Despite laudable education policy efforts to advance the educational rights of students with disabilities, multiply marginalized learners with disabilities continue to face significant inequities. Longstanding education injustices such as racial disparities in disability identification, placement and discipline have puzzled scholars, policymakers and educators for decades.

During this presentation, Dr. Tefera aims to share new insights into enduring challenges by centering the multidimensional lives of students with disabilities and their families. Drawing from a qualitative case study of a suburban school district grappling with racial disparities in special education, she will demonstrate how race-evasiveness embedded in education policies, complex historical and economic contexts, and racialized administrative burdens contribute to the district’s challenges.
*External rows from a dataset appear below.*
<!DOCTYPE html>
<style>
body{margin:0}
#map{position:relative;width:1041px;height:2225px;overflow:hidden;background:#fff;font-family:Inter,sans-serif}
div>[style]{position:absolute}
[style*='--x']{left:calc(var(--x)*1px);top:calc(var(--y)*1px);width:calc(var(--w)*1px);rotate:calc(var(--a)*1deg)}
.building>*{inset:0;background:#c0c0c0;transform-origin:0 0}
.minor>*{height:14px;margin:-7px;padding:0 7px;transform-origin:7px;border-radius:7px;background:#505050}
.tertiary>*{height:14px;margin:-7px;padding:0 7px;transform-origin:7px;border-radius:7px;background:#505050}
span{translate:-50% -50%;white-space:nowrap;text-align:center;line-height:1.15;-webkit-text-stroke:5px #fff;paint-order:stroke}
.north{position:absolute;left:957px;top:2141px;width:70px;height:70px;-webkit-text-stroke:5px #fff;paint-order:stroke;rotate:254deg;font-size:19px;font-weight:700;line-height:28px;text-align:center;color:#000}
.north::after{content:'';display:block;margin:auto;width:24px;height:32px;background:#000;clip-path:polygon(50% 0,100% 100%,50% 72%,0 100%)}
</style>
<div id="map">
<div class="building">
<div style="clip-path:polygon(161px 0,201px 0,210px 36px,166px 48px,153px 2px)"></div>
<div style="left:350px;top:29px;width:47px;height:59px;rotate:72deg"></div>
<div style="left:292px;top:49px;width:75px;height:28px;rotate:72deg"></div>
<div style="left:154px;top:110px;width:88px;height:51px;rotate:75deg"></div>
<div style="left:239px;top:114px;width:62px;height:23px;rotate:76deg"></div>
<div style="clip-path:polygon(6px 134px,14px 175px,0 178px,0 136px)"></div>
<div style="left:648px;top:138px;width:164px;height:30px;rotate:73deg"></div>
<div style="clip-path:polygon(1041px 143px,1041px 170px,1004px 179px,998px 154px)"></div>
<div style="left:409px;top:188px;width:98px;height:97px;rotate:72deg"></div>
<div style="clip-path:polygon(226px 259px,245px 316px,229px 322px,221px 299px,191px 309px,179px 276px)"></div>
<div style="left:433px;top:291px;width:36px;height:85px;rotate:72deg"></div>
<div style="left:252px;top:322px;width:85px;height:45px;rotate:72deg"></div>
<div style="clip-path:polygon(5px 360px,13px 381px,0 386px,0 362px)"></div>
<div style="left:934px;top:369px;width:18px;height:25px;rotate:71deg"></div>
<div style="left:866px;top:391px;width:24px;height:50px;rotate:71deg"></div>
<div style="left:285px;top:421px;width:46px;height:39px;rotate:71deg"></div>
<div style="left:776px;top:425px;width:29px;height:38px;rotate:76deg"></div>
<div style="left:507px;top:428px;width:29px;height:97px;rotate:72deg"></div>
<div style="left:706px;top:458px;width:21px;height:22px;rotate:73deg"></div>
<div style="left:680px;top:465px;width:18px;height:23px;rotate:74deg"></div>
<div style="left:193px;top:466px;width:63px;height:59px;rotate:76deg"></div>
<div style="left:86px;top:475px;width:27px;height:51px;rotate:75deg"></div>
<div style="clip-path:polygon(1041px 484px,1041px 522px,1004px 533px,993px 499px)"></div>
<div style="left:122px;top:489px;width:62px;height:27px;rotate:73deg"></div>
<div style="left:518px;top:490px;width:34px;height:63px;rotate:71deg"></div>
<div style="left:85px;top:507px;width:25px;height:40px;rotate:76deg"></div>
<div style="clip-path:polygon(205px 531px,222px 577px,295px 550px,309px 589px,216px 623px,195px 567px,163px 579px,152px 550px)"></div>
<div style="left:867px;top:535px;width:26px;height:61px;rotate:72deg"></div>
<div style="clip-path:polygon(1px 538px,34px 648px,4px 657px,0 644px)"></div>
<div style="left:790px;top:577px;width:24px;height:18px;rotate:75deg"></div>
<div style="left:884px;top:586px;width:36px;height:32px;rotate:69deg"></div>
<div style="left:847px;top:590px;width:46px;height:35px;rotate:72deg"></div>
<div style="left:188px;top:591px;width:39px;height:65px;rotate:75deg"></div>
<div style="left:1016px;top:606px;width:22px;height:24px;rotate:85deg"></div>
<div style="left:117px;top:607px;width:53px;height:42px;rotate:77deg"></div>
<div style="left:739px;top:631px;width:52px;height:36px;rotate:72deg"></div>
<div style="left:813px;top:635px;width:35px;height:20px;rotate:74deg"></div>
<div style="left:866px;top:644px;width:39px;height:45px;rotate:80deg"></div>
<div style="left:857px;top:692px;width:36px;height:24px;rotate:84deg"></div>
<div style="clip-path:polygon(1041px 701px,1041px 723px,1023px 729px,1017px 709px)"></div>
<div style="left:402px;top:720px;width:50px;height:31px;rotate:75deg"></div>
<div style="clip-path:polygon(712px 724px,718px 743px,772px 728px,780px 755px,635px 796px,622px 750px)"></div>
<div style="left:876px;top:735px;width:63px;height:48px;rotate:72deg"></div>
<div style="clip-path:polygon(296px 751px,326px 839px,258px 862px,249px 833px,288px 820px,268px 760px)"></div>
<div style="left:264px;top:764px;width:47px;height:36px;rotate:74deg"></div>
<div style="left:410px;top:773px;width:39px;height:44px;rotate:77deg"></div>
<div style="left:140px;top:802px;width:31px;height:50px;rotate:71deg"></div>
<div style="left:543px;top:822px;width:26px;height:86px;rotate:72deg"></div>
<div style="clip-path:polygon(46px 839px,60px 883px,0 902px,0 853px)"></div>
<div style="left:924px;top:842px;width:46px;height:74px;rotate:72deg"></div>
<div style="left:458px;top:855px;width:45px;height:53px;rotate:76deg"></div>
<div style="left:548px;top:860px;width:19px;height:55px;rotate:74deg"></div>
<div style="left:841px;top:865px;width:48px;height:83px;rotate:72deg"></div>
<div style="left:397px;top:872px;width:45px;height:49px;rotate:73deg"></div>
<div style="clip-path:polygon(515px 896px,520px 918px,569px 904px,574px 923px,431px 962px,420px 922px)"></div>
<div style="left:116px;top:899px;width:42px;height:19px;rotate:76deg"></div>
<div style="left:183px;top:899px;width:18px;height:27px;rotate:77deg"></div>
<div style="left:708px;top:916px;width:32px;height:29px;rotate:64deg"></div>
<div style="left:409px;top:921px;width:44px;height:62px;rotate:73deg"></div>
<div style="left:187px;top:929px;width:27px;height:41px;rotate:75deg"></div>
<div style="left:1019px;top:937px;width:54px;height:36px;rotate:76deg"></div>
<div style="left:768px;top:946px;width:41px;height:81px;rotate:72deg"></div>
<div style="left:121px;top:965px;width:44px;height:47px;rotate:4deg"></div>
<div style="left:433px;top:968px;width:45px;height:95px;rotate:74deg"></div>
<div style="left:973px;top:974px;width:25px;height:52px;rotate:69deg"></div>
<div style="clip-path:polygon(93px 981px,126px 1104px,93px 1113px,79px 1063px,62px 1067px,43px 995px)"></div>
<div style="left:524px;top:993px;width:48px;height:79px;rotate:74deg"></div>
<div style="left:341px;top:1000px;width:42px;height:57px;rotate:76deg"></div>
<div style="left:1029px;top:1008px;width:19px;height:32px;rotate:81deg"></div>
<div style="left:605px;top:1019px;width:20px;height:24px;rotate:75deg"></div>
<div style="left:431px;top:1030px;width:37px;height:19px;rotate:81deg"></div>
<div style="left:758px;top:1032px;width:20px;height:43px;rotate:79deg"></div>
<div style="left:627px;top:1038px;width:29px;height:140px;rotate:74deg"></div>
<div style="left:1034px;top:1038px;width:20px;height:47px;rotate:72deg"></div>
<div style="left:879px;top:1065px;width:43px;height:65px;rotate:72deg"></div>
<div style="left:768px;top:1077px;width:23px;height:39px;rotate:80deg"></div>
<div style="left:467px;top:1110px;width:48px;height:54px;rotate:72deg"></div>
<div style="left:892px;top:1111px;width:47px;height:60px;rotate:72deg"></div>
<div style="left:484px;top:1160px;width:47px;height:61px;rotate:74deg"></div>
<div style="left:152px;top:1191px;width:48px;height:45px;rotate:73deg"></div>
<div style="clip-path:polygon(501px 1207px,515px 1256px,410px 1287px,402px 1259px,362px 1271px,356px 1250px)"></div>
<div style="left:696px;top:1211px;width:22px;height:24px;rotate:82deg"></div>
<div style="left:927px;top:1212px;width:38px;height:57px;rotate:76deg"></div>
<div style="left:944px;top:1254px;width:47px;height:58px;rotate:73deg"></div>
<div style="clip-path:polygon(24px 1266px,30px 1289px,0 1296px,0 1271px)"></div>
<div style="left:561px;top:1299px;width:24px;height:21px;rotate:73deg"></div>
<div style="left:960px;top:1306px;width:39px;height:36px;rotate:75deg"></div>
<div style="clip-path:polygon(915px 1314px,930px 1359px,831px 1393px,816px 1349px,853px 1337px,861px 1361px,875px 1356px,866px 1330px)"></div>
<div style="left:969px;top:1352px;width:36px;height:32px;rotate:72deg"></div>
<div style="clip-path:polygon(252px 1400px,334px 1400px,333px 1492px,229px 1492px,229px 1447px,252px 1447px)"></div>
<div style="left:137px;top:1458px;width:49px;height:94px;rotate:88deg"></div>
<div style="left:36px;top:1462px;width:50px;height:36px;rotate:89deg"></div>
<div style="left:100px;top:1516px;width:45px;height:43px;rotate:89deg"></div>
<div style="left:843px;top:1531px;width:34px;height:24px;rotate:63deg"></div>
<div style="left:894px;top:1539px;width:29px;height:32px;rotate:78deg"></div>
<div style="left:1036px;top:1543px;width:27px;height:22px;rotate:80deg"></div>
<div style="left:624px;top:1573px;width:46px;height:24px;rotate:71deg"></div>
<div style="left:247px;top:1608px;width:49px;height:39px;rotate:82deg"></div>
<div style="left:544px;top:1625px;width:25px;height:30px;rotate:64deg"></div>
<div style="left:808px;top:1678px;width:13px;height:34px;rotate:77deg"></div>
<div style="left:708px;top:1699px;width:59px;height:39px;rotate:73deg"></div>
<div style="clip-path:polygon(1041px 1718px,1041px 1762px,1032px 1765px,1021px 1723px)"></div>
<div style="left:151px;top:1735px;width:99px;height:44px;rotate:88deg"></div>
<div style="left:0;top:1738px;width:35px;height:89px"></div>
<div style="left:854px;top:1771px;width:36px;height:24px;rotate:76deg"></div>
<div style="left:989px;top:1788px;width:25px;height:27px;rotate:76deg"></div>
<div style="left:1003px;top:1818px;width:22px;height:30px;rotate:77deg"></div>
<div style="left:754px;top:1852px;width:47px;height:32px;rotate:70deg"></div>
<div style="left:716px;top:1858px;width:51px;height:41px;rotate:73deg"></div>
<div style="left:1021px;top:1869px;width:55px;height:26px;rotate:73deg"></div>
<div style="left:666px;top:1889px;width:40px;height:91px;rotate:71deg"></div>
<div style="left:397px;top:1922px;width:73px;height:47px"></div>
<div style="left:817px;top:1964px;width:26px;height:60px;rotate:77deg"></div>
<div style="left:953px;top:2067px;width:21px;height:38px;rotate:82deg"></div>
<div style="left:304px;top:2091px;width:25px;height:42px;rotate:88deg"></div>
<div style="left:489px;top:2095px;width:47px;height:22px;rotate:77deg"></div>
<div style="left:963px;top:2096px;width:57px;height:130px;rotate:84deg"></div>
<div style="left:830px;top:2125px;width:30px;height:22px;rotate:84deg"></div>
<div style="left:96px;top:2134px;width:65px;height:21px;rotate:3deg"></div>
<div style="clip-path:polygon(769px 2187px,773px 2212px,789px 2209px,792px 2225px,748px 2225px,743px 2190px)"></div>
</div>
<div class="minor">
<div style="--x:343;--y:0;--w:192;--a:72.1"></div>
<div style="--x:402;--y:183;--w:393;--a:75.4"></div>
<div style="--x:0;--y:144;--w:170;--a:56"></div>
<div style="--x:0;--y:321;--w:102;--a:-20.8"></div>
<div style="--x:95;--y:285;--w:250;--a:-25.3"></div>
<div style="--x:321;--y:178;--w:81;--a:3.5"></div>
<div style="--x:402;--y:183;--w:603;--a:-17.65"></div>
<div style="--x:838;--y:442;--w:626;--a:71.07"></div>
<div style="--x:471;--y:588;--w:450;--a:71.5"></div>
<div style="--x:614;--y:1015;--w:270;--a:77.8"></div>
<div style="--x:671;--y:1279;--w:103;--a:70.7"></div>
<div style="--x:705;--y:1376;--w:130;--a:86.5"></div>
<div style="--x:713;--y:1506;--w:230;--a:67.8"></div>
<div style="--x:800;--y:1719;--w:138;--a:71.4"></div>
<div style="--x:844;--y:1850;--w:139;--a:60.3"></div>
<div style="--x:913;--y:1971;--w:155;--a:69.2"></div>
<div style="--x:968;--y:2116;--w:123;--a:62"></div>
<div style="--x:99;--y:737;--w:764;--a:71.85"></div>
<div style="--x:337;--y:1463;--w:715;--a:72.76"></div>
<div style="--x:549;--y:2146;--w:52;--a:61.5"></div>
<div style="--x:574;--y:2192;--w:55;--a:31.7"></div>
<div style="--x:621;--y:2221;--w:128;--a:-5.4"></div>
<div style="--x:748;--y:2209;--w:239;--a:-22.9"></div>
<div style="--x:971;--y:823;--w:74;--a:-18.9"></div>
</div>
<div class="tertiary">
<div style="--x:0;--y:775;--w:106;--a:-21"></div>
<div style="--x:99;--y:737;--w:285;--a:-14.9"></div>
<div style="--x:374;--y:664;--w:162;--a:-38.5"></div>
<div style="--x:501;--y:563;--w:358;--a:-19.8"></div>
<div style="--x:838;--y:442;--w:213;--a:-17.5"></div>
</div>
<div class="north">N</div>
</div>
She will also outline the potential contributions of a critical disability education policy approach that attends to disability intersections to move toward more just education policies.

About the Speaker

Dr. Adai Tefera (she/her) is an assistant professor of special education at the University of Arizona’s College of Education. Her interdisciplinary scholarship examines how federal and state educational policies aimed at improving equity among students at the intersections of race, disability, language and other social categories are enacted, interrupted and resisted by students, families, educators and leaders.

Her most recent work explores how historical, sociocultural and spatial contexts mediate how education stakeholders respond to citations for racial disproportionality in the identification and discipline of learners with disabilities. Her work has been included in journals such as Review of Research in Education, Sociology of Education, Teachers College Record and Urban Education. She was also the recipient of the Early Career Award for Division G in 2021.